## Records to use
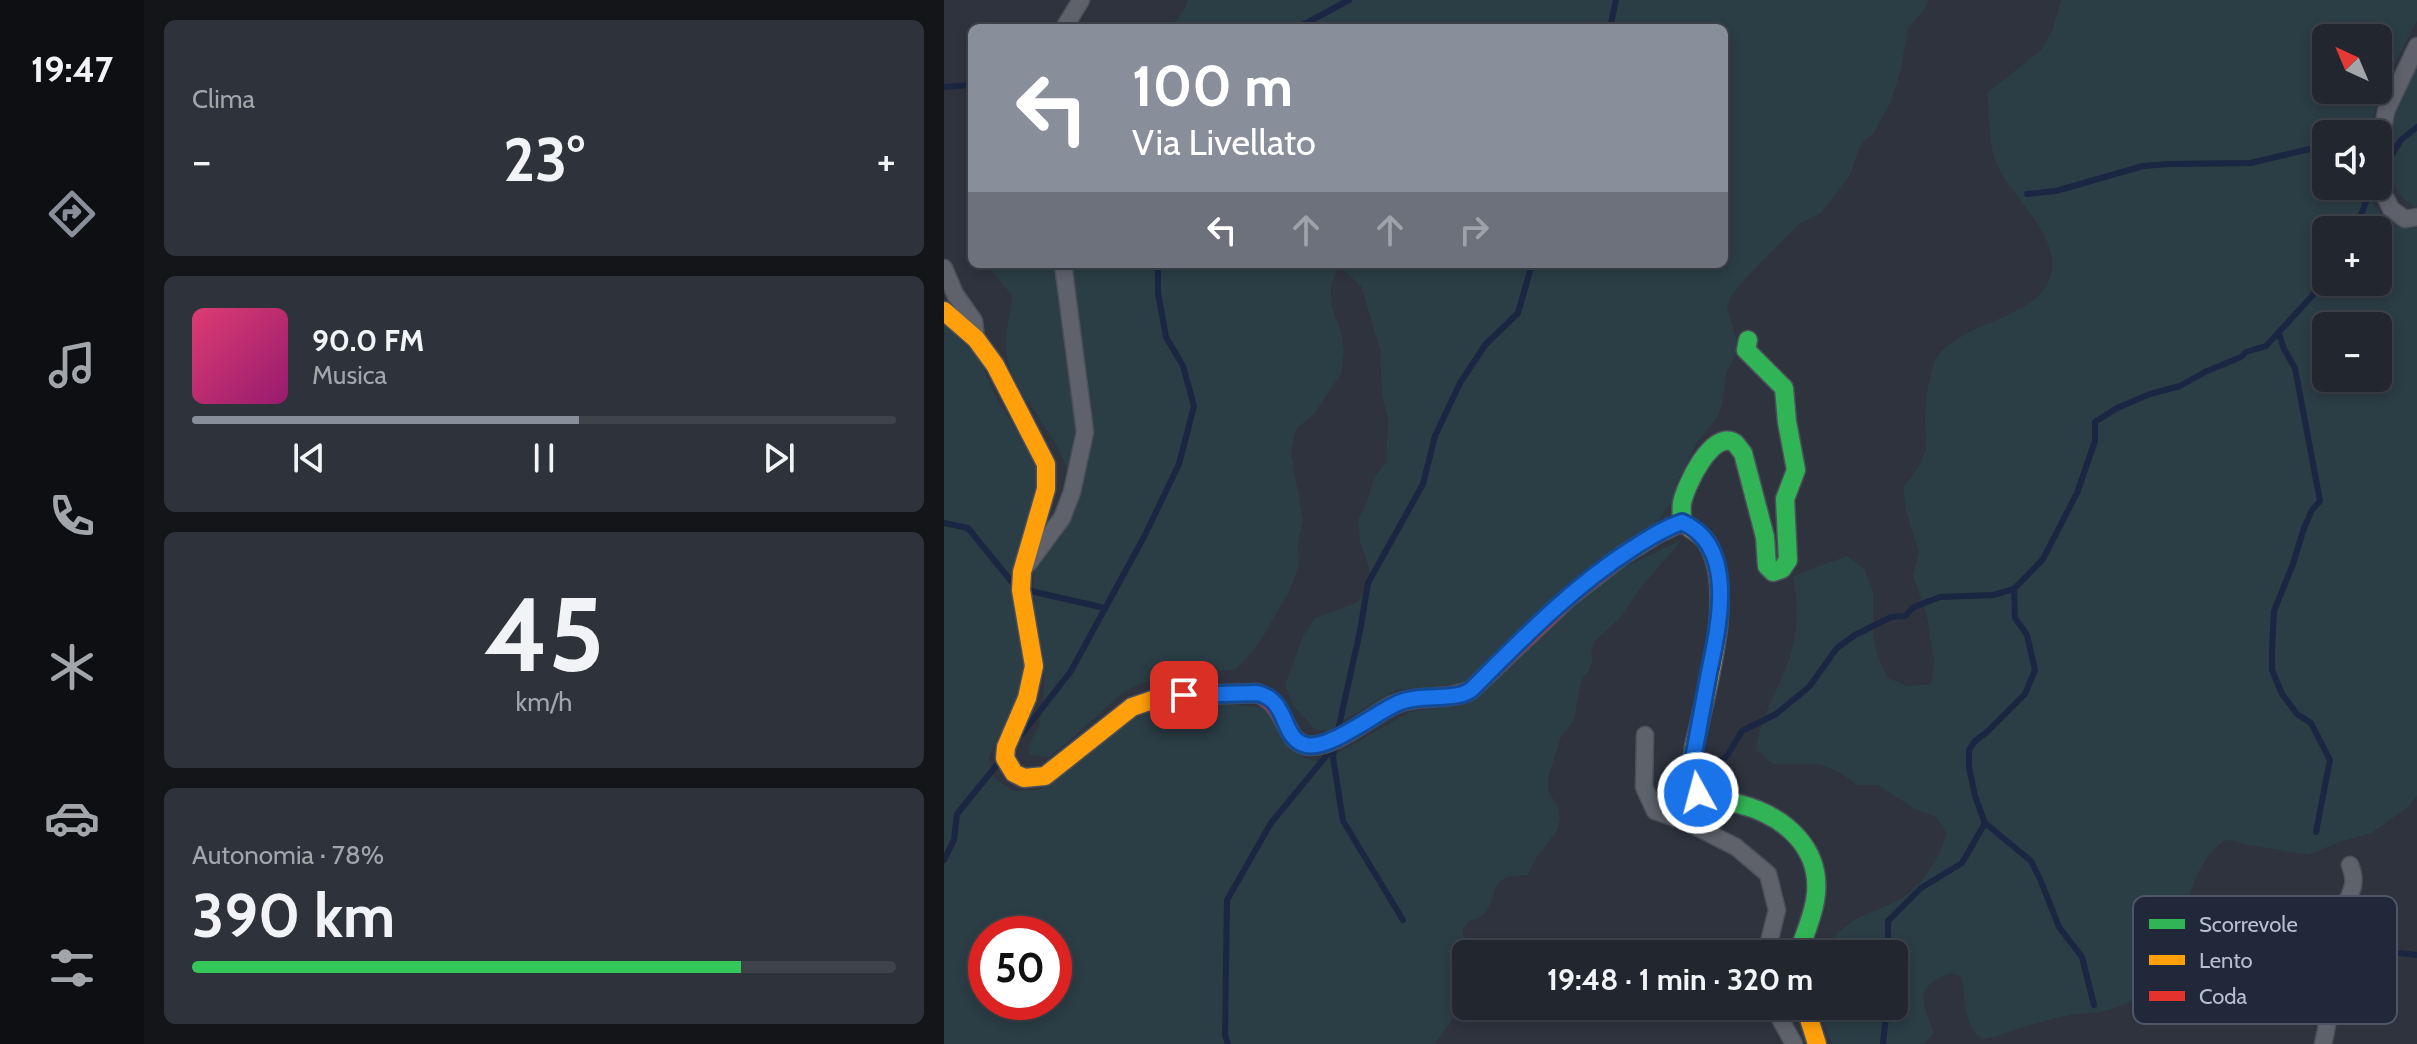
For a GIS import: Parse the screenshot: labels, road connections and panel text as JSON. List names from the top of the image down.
{
  "legend": ["Scorrevole", "Lento", "Coda"],
  "north": "top left",
  "page": {
    "tabs": "19:47",
    "tile": [
      "Clima",
      ["45", "km/h"],
      ["Autonomia · 78%", "390 km"]
    ],
    "map_buttons": ["+", "−"],
    "turn": ["100 m", "Via Livellato"],
    "heat": ["−", "23°", "+"],
    "song": ["90.0 FM", "Musica"],
    "limit": "50",
    "trip": "19:48 · 1 min · 320 m"
  }
}
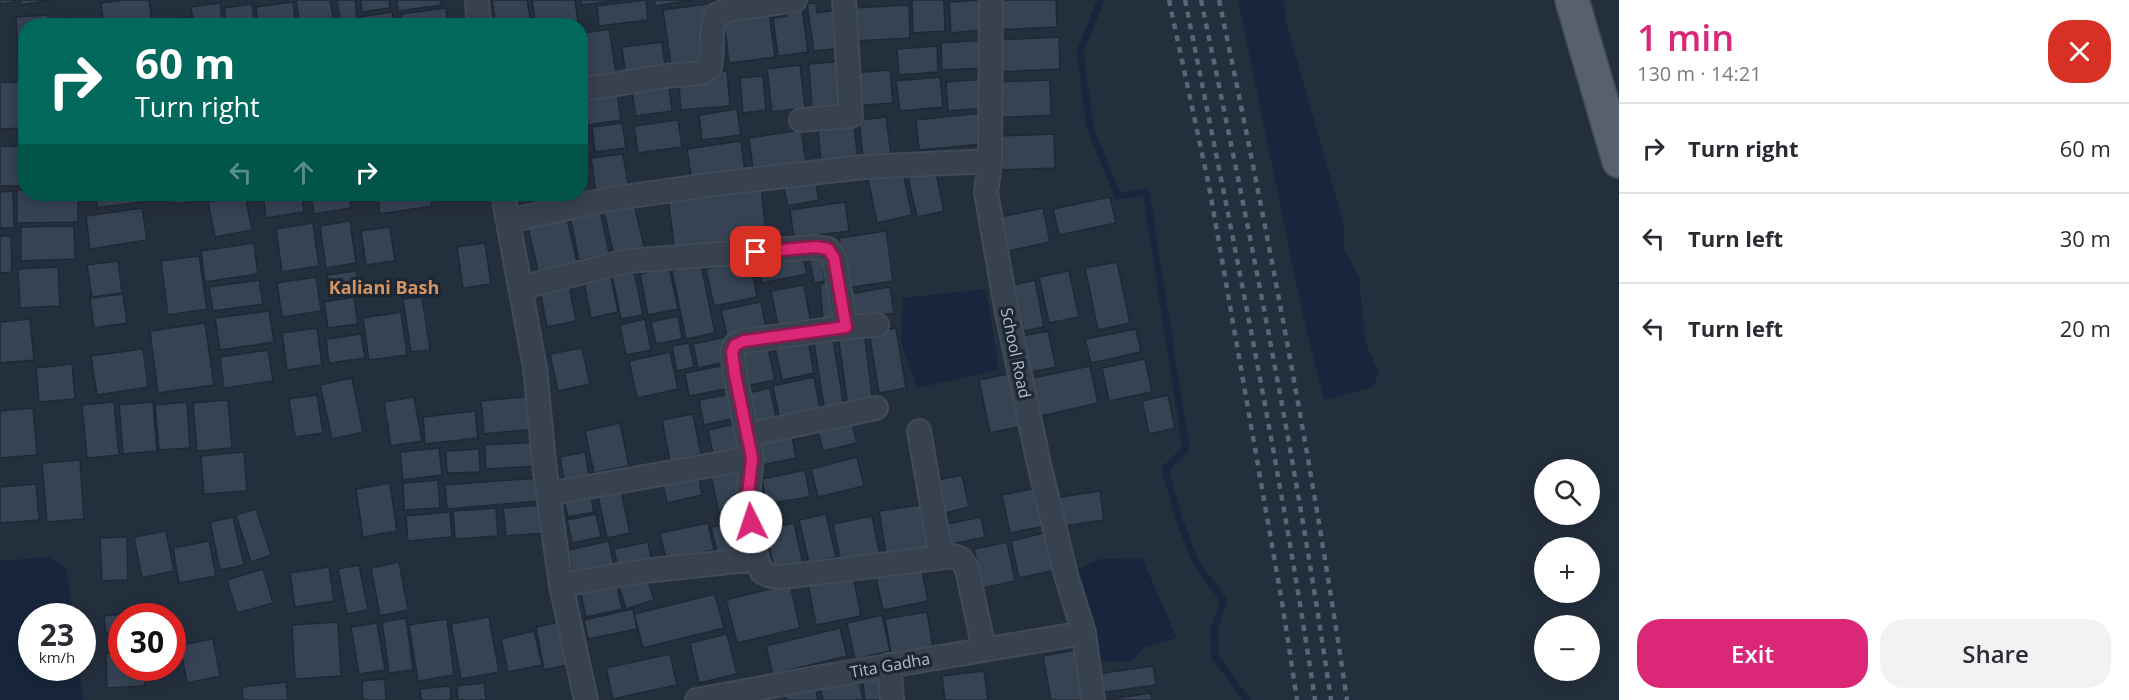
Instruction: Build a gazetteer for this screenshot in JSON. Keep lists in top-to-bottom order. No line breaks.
{"streets":{"street":["School Road","Tita Gadha"]},"crossings":[["School Road","Tita Gadha"]],"districts":["Kaliani Bash"],"page":{"heading":["1 min","130 m · 14:21"],"turn":["60 m","Turn right"],"list":[{"name":"Turn right","value":"60 m"},{"name":"Turn left","value":"30 m"},{"name":"Turn left","value":"20 m"}],"map_buttons":["+","−"],"speed":"23 km/h","limit":"30","buttons":["Exit","Share"]}}
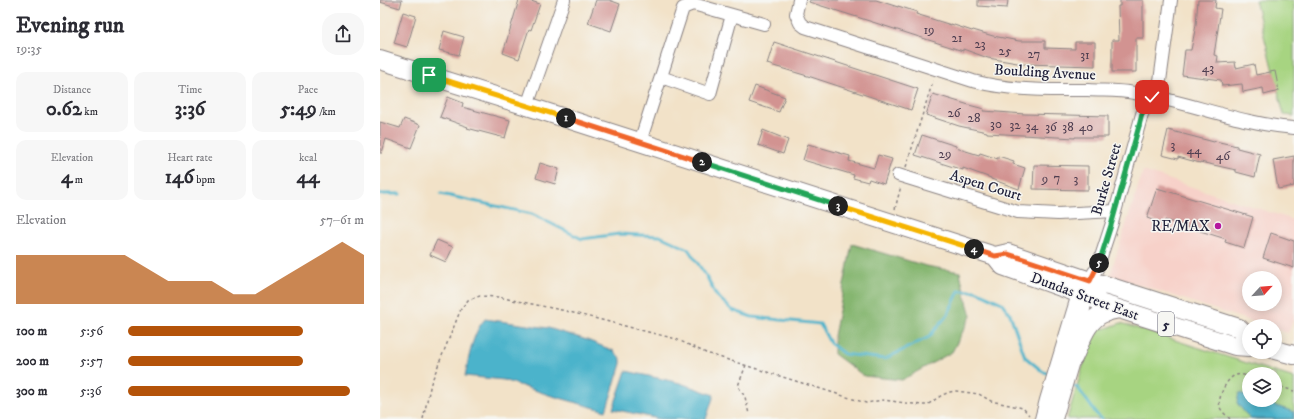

## Task prompt
All entries above should be returned exactly, apart from their pictures.

## Answer box
For a GIS import: Parse the screenshot: labels, road connections and panel text as JSON. List names from the top of the image down.
{
  "legend": ["Scorrevole", "Lento", "Coda"],
  "north": "top left",
  "page": {
    "tabs": "19:47",
    "tile": [
      "Clima",
      ["45", "km/h"],
      ["Autonomia · 78%", "390 km"]
    ],
    "map_buttons": ["+", "−"],
    "turn": ["100 m", "Via Livellato"],
    "heat": ["−", "23°", "+"],
    "song": ["90.0 FM", "Musica"],
    "limit": "50",
    "trip": "19:48 · 1 min · 320 m"
  }
}
Instruction: Build a gazetteer for this screenshot in JSON. Keep lists in top-to-bottom order. No line breaks.
{"streets":{"street":["School Road","Tita Gadha"]},"crossings":[["School Road","Tita Gadha"]],"districts":["Kaliani Bash"],"page":{"heading":["1 min","130 m · 14:21"],"turn":["60 m","Turn right"],"list":[{"name":"Turn right","value":"60 m"},{"name":"Turn left","value":"30 m"},{"name":"Turn left","value":"20 m"}],"map_buttons":["+","−"],"speed":"23 km/h","limit":"30","buttons":["Exit","Share"]}}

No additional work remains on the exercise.